Bieber Posted May 27, 2012 Author Posted May 27, 2012 Heh, Kiwi, you'd be surprised how little a hospital may do if they know they have a DNR... Chris, temp is still 100 F, BGL is 100. Level of responsiveness is still difficult to determine because of the patient's dyspnea, but he responds when commanded by squeezing his hand. Still no crackles, Dwayne!
Kiwiology Posted May 27, 2012 Posted May 27, 2012 Regarding the Os calculation, we use the standard US method: (2 * (Na) + (BUN / 2.8) + (glucose / 18) + (ethanol/4.6) My question was more how are you getting those values pre hospitally without a lab? I am not keen to intubate at this point. We are working hard to keep this patient's saturation at 90% and I am not sure he would tolerate an RSI procedure as well as we think. Intubation is potentially disasterous and I have to be backed into a corner before I do it. I do not feel that I am backed up enough to try a RSI at this time. Additionally, I am not going to base my current plan on what the receiving hospital might do. I share your concern but I'm not sure this guy will last the half hour transport to the hospital, he might, but he might not. I agree intubating him is not without risk and that he might severely desaturate during laryngoscopy however if we preoxygenate him well I don't think that will be a problem; local flavour here is to sit him up and tightly seal a bag mask over his face with a PEEP valve on it for 3-5 minutes. I don't think he would tolerate that awfully well so perhaps a little fentanyl premedication beforehand might settle him to allow it. Heh, Kiwi, you'd be surprised how little a hospital may do if they know they have a DNR... True, but at the moment I don't think he is at the acute end of his life i.e. actively dying so I think we should work on him; if he has a cardiac arrest or something then he has clearly described he doesn't want to be coded so that's the end of it then
chbare Posted May 27, 2012 Posted May 27, 2012 What about the capnograph waveform. It's morphology may give us a significant amount of information. Particularly if we compare the initial printout to what we see now. Additionally, what do you guys say about giving fluids? The patient may actually benefit. We could give a conservative bolus, reassess and go from there.

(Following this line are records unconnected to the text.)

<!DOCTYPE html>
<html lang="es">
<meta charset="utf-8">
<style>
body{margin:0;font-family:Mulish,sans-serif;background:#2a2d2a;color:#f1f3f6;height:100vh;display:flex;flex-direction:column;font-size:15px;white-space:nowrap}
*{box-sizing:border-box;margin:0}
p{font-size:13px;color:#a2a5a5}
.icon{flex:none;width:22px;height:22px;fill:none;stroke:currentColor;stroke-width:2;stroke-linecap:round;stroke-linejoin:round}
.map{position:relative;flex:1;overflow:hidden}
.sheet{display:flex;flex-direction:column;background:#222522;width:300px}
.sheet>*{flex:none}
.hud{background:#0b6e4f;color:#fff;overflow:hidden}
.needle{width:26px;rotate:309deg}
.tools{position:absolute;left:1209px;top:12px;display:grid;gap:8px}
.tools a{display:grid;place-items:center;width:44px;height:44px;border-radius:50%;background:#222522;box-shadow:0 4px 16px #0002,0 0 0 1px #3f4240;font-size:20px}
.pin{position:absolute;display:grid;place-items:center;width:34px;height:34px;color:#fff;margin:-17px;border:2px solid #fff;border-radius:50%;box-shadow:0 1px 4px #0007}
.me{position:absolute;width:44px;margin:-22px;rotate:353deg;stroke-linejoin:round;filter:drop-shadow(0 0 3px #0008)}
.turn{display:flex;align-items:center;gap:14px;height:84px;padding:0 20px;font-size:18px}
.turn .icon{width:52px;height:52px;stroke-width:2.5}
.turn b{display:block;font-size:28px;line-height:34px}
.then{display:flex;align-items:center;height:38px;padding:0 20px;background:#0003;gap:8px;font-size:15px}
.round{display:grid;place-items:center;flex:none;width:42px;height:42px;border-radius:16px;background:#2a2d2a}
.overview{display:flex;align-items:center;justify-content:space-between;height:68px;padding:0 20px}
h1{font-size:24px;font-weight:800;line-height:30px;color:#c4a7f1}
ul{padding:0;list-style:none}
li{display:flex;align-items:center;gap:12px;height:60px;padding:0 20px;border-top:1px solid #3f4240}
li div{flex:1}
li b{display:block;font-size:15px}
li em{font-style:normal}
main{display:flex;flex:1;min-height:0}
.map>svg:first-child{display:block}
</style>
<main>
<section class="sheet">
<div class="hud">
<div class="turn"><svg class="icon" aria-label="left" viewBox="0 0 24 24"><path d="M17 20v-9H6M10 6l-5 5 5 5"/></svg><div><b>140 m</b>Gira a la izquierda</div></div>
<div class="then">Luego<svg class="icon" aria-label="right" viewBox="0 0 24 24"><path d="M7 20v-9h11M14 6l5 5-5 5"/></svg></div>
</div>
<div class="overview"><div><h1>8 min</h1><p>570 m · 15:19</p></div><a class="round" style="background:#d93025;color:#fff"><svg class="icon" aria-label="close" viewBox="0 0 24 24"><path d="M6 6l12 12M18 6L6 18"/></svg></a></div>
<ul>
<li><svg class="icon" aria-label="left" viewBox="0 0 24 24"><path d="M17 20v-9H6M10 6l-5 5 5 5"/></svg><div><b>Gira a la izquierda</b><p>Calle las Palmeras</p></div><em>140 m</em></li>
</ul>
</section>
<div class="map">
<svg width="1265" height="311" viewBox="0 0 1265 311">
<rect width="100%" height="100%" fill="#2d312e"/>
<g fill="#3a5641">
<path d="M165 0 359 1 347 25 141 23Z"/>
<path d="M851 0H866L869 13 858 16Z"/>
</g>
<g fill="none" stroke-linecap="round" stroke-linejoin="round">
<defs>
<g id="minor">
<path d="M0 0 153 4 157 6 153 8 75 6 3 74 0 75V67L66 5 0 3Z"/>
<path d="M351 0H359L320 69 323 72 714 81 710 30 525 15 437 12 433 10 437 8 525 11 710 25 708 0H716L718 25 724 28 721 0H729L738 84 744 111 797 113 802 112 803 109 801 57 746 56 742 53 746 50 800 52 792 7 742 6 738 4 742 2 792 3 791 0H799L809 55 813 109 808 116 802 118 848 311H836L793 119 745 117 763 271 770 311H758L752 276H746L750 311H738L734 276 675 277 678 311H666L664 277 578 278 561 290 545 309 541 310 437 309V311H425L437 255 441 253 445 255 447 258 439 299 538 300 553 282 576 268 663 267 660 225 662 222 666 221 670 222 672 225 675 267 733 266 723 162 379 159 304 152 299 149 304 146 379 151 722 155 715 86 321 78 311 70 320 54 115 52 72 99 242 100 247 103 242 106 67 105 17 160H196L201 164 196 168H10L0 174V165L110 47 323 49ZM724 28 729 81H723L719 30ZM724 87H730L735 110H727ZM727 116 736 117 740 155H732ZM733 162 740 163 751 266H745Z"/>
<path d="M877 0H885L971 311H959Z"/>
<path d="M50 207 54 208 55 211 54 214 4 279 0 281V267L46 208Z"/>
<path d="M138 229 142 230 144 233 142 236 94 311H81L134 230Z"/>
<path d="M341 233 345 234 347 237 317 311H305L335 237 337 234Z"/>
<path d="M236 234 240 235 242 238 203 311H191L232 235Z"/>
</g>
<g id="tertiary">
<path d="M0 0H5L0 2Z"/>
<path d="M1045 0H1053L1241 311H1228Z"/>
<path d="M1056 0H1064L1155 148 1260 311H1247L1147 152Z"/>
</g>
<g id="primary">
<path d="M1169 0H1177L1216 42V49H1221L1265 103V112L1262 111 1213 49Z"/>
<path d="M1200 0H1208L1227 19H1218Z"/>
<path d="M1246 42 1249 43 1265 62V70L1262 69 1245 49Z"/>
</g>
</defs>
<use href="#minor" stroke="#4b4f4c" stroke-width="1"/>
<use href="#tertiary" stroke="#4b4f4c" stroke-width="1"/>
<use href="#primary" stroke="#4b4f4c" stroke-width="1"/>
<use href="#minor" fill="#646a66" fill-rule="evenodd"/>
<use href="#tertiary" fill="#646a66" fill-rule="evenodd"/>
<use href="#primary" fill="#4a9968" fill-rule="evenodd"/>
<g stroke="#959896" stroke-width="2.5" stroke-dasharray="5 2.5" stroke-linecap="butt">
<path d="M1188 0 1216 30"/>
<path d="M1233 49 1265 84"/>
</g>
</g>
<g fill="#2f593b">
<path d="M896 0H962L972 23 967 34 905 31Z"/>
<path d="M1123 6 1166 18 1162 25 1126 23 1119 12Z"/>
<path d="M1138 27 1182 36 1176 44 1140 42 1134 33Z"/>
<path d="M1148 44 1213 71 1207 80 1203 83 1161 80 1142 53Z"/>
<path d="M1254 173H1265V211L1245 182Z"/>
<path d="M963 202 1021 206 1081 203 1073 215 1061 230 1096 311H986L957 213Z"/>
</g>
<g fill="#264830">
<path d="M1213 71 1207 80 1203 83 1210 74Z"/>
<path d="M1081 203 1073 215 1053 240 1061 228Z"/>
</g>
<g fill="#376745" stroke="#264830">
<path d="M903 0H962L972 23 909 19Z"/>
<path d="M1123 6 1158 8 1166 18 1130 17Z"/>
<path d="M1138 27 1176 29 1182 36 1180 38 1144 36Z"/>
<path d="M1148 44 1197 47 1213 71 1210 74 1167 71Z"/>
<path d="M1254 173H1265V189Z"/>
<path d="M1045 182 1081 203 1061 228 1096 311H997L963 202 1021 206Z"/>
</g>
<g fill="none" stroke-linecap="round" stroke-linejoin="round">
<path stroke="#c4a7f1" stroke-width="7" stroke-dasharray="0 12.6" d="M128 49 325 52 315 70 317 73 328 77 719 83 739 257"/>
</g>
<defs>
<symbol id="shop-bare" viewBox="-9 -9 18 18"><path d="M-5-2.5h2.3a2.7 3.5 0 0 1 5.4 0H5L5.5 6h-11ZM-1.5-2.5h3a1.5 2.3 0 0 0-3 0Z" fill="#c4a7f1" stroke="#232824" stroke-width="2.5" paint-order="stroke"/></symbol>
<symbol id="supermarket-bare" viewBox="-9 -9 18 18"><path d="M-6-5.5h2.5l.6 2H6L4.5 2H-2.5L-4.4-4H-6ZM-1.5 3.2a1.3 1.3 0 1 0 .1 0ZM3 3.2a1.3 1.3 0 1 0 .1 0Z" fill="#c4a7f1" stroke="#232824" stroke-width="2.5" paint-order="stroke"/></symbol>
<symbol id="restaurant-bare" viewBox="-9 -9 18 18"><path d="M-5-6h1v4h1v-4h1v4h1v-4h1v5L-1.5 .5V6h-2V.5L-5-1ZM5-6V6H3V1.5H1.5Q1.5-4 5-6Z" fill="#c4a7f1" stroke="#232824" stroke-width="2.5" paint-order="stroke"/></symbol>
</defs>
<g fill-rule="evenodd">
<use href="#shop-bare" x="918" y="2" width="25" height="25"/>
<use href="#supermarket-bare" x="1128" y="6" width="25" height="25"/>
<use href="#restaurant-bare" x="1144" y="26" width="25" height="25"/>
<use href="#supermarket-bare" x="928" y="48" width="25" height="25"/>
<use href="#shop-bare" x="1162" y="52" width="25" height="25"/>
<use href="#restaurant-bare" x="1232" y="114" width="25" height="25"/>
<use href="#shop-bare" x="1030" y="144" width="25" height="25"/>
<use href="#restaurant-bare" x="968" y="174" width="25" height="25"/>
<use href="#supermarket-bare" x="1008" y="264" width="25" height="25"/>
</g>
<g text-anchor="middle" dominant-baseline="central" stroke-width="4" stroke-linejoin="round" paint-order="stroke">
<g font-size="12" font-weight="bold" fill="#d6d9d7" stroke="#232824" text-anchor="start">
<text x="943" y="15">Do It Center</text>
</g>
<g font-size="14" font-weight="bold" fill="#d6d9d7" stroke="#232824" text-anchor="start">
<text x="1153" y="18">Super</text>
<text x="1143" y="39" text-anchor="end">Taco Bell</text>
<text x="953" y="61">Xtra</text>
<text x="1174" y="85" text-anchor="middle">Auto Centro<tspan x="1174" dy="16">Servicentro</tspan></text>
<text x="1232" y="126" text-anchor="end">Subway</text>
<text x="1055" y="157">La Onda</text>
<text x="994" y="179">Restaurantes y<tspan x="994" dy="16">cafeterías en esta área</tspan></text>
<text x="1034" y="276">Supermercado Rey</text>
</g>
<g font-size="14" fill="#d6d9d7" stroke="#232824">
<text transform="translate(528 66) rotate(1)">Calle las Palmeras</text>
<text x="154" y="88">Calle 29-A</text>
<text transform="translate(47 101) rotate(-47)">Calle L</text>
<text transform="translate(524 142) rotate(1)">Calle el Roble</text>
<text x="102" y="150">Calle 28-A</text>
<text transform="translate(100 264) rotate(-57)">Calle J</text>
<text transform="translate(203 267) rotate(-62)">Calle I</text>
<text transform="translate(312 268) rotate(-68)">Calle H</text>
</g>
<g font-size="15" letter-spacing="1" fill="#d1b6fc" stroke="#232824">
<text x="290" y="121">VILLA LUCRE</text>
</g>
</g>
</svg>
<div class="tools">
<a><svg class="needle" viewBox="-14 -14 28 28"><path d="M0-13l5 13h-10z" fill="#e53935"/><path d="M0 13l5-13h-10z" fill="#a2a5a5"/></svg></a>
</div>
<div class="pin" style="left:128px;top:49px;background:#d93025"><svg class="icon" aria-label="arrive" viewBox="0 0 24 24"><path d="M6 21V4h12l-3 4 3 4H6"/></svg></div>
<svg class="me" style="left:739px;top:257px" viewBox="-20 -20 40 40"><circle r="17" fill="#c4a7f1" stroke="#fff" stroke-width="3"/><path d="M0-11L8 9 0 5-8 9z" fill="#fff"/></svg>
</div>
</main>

Kiwiology Posted May 27, 2012 Posted May 27, 2012 Not sure on the fluids personally if he has CHF it's probably not going to help but we have no evidence of that so we could try a small bolus Why do you say it's going to help? Are you thinking he might have had a right ventricular infarct?
chbare Posted May 27, 2012 Posted May 27, 2012 He's been breathing like a big dog, he has a slightly elevated temperature and he is tachycardic. He very well may be dehydrated. 1
Bieber Posted May 27, 2012 Author Posted May 27, 2012 Great call on the fluids, Chris. Capnograph shows a shark fin morphology.
chbare Posted May 27, 2012 Posted May 27, 2012 Thanks. This definitely points toward obstructive pathology. While not a quick fix, are steroids still on the table? We could consider a bolus of solumedrol and a continuous albuterol or Xopenex treatment. Reassess after a conservative bolus and consider another if needed.
Kiwiology Posted May 27, 2012 Posted May 27, 2012 I was told most steroids are immunosuppressants; I am unaware of specifics however if that is true, owing the high suspicion of a COPD exacerbation and a respiratory infection should we be giving them?
systemet Posted May 27, 2012 Posted May 27, 2012 You get about fifteen seconds of this: After fifteen seconds or so, patient reverts to the initial rhythm, with the occasional PVC. Uggh... That looks a little suspicious for VT. There seem to be some retrograde P waves in there, too. Could be some sort of aberrant junctional tachycardia as well. Either way, don't like it. Glad it stopped quickly. Suggests that the myocardium doesn't like being hypoxic.